The ocean role in climate would be zero if there were an impervious lid over the ocean, but there is not, across the sea surface pass heat, water, momentum, gases and other materials. The wind exerts a stress on the sea surface that induces the Ekman transport and wind driven circulation.

http://eesc.columbia.edu/courses/ees/climate/lectures/o_atm.html

A lot of factors affect heat transfers from oceans to atmosphere, but the main ones are advection (heat in water flowing horizontally), mixing (vertical upwelling and downwelling of warmer and colder waters) and surface evaporation (latent heat rising with water vapor converted from liquid). The latter is greatly affected by wind which adds to the complexity of the process. For this essay, I will leave on the side the issue of sea ice dynamics, including the latent heat released in its freezing.

Ocean-atmosphere Interactions

The ocean can warm or cool the air in a number of different ways. For example, when the air is at a lower temperature than seawater, the ocean transfers heat to the lower atmosphere, which becomes less dense as the heat causes molecules in the air to move farther apart. As a result, a low-pressure air mass forms over that part of the ocean. (Conversely, cool or cold waters lead to the formation of high-pressure air masses as air molecules move closer together.) Because air always flows from areas of higher pressure to those of lower pressure, winds are diverted toward the low-pressure area.
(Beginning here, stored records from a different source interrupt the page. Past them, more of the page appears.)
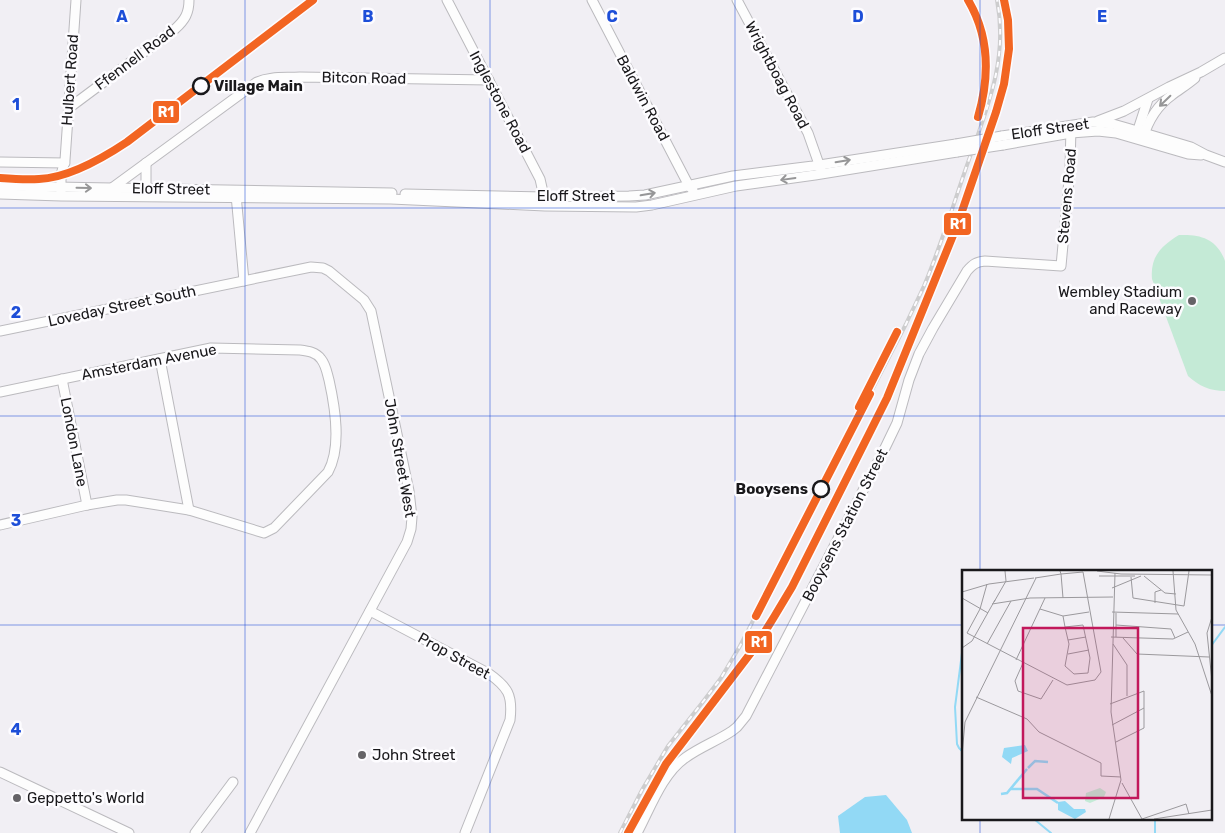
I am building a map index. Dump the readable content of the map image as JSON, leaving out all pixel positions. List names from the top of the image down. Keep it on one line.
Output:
{"streets":{"street":["Ffennell Road","Wrightboag Road","Bitcon Road","Hulbert Road","Baldwin Road","Inglestone Road","Eloff Street","Stevens Road","Loveday Street South","Amsterdam Avenue","London Lane","John Street West","Booysens Station Street","Prop Street"]},"crossings":[["Ffennell Road","Hulbert Road"],["Wrightboag Road","Eloff Street"],["Bitcon Road","Inglestone Road"],["Bitcon Road","Eloff Street"],["Hulbert Road","Eloff Street"],["Baldwin Road","Eloff Street"],["Inglestone Road","Eloff Street"],["Eloff Street","Stevens Road"],["Stevens Road","Booysens Station Street"],["Loveday Street South","John Street West"],["Amsterdam Avenue","London Lane"],["John Street West","Prop Street"]],"places":["Village Main","Wembley Stadium and Raceway","Booysens","John Street","Geppetto's World"],"lines":["transit line R1"],"grid":{"columns":["A","B","C","D","E"],"rows":["1","2","3","4"]}}
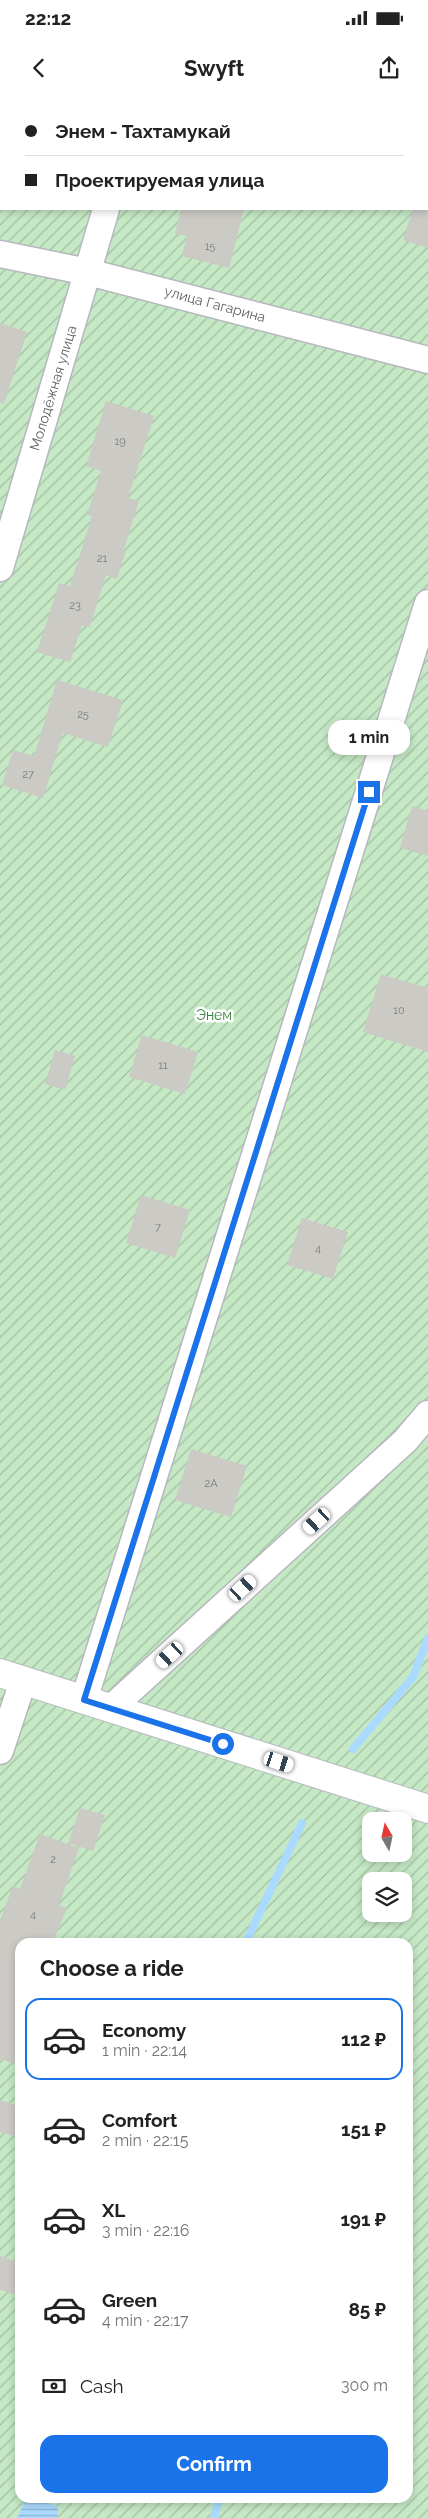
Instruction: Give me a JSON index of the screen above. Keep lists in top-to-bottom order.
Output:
{
  "streets": {
    "street": ["улица Гагарина", "Молодёжная улица"]
  },
  "crossings": [
    ["улица Гагарина", "Молодёжная улица"]
  ],
  "parks": ["Энем"],
  "house_numbers": [
    "15",
    "19",
    "21",
    "23",
    "25",
    "27",
    "10",
    "11",
    "7",
    "4",
    "2А",
    "2",
    "4"
  ],
  "north": "top",
  "page": {
    "status": "22:12",
    "header": "Swyft",
    "banner": ["Энем - Тахтамукай", "Проектируемая улица"],
    "bubble": "1 min",
    "heading": "Choose a ride",
    "list": [
      {
        "name": "Economy",
        "note": "1 min · 22:14",
        "value": "112 ₽"
      },
      {
        "name": "Comfort",
        "note": "2 min · 22:15",
        "value": "151 ₽"
      },
      {
        "name": "XL",
        "note": "3 min · 22:16",
        "value": "191 ₽"
      },
      {
        "name": "Green",
        "note": "4 min · 22:17",
        "value": "85 ₽"
      }
    ],
    "pay": ["Cash", "300 m"],
    "buttons": "Confirm"
  }
}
Among winds that are affected by such pressure changes are the jet streams, bands of fast-moving, high-altitude air currents. Jet streams supply energy to developing storms at lower altitudes and then influence their movement. In this way, the ocean alters the direction of storm tracks. Some storms even reverse direction as the result of ocean-influenced air-pressure changes.
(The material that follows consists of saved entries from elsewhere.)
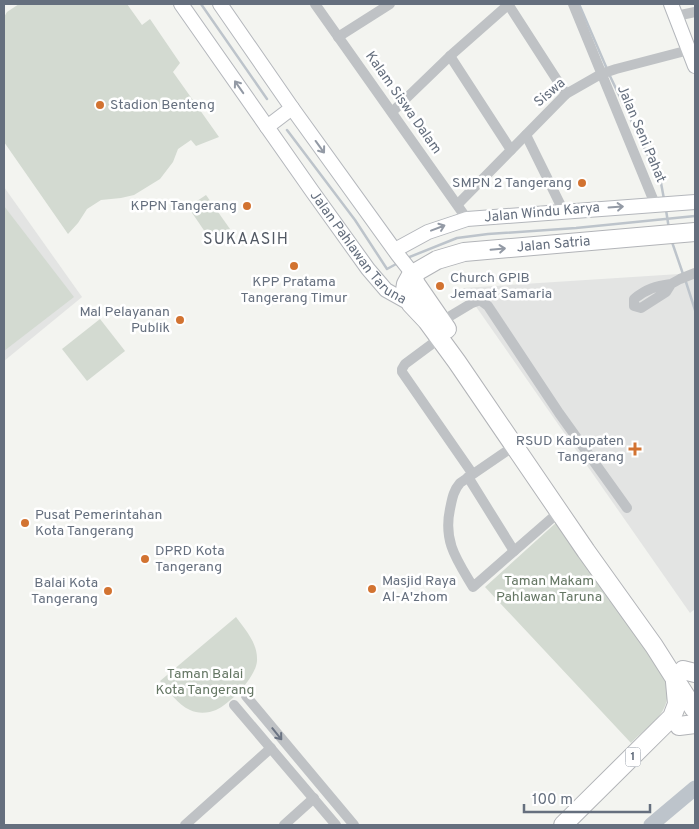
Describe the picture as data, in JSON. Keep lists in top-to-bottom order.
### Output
{
  "streets": {
    "highway": ["Jalan Satria", "Jalan Pahlawan Taruna", "1"],
    "main road": ["Jalan Windu Karya"],
    "street": ["Siswa", "Kalam Siswa Dalam", "Jalan Seni Pahat"]
  },
  "crossings": [
    ["Siswa", "Kalam Siswa Dalam"],
    ["Siswa", "Jalan Seni Pahat"],
    ["Kalam Siswa Dalam", "Jalan Windu Karya"],
    ["Jalan Seni Pahat", "Jalan Windu Karya"],
    ["Jalan Windu Karya", "Jalan Pahlawan Taruna"],
    ["Jalan Satria", "Jalan Pahlawan Taruna"],
    ["Jalan Pahlawan Taruna", "1"]
  ],
  "one_way": ["Jalan Windu Karya", "Jalan Satria"],
  "districts": ["SUKAASIH"],
  "parks": ["Taman Makam Pahlawan Taruna", "Taman Balai Kota Tangerang"],
  "places": {
    "other": [
      "Stadion Benteng",
      "SMPN 2 Tangerang",
      "KPPN Tangerang",
      "KPP Pratama Tangerang Timur",
      "Church GPIB Jemaat Samaria",
      "Mal Pelayanan Publik",
      "Pusat Pemerintahan Kota Tangerang",
      "DPRD Kota Tangerang",
      "Masjid Raya Al-A'zhom",
      "Balai Kota Tangerang"
    ],
    "health": ["RSUD Kabupaten Tangerang"]
  },
  "scale_bar": "100 m"
}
The ocean’s currents make it possible for these weather effects to be widely distributed. Some currents carry warm water from tropical and subtropical regions toward the poles, while other currents move cool water in the opposite direction. The Gulf Stream is a current that transports warm water across the North Atlantic Ocean from Florida toward Europe. Before reaching Europe, the Gulf Stream breaks up into several other currents, one of which flows to the British Isles and Norway. The heat carried in this current warms the winds that blow over these regions, helping to keep winters there from becoming bitterly cold.

In this way, the ocean’s circulation compensates somewhat for the sun’s unequal heating of the Earth, in which the tropics receive more energy from the sun than the poles. Were it not for the moderating effects of ocean currents on air temperatures, the tropics would be much hotter than they are and the polar regions even colder.
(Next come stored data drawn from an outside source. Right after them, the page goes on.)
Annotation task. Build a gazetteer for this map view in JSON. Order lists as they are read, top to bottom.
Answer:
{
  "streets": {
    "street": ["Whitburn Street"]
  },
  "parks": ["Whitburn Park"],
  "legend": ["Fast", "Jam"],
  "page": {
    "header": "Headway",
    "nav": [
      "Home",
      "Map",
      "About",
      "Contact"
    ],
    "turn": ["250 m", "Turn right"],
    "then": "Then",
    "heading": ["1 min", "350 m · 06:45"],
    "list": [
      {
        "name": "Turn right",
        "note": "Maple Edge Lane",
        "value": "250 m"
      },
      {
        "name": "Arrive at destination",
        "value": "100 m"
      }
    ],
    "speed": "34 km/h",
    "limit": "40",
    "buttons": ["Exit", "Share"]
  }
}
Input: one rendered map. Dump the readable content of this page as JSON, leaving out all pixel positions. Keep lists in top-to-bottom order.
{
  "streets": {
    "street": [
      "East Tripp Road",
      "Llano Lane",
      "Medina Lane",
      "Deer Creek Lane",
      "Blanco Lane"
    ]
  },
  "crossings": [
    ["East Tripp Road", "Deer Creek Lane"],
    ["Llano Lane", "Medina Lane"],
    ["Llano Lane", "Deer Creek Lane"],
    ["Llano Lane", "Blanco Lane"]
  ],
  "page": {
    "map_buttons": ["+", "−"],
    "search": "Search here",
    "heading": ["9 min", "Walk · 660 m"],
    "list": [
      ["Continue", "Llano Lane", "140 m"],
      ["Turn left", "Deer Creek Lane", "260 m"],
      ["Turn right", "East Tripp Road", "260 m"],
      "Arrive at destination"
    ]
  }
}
Besides transferring heat to the atmosphere, the ocean also adds water to the air through evaporation. When the sun’s heat causes surface water to evaporate, warm water vapor rises into the atmosphere. As the water vapor rises higher, it cools into tiny water droplets and ice crystals, which collect together to form large clouds. The clouds soon return their moisture to the surface as rain, snow, sleet, or hail. Most evaporation occurs in the warm waters of the tropics and subtropics, providing moisture for tropical storms.

Virtually all rain comes from the evaporation of seawater. Though this may seem surprising, it makes sense when one considers that about 97 percent of all water on Earth is in the ocean. The Earth’s water cycle, or hydrologic cycle, consists largely of the never-ending circulation of water from the ocean to the atmosphere and then back to the ocean.

http://science.howstuffworks.com/how-the-ocean-affects-climate-info1.htm

Oceanic Oscillations

World_map

Most widely known is the El Nino Southern Oscillation, or ENSO. Many other naturally occurring ocean-atmosphere oscillations in the Pacific, Atlantic, and Indian Oceans have been recognized and named. Some of them have much more of an impact on climate and weather patterns in the U.S. and elsewhere than ENSO. As during ENSO, in many of these ocean and atmosphere interact as a coupled system, with ocean conditions influencing the atmosphere and atmospheric conditions influencing the ocean. However, not all exert as strong an influence on global weather patterns, and some are even less regular than ENSO.

Many oscillations are under study:

Antarctic Oscillation (AAO), also referred to as the Southern Annular Mode (SAM).

Arctic Oscillation (AO)

The AO and the North Atlantic Oscillation (see below) are collectively referred to as the Northern Annular Mode (NAM).

Atlantic Multidecadal Oscillation (AMO)

Indian Ocean Dipole (IOD)

Madden-Julian Oscillation (MJO)

North Atlantic Oscillation (NAO)

North Pacific Gyre Oscillation (NPGO)

North Pacific Oscillation (NPO)

Pacific Decadal Oscillation (PDO)

Pacific-North American (PNA) Pattern

http://www.whoi.edu/main/topic/el-nino-other-oscillations

Each of these patterns has its distinctive qualities, ranging from phases lasting a month or so to multi-decadal phases. Some fundamental features can be seen in all of them:

3 factors

The diagram shows the vertical structure of the ocean surface boundary layer (OSBL) and the processes that deepen. The three sources of turbulence are: wind, buoyancy and waves.

The bulk of the OSBL can be termed the mixed layer, where the temperature and salinity are approximately uniform with depth, and which is often capped below, at the mixed layer depth, by a sharp pycnocline, which extends deeper into the ocean. Three sources of turbulence, namely wind, buoyancy and waves, drive turbulence in this mixed layer, which then deepens the OSBL. Hence a quantitative understanding of these turbulent processes in the OSBL is likely to be the key to understanding the shallow biases in mixed layer depth.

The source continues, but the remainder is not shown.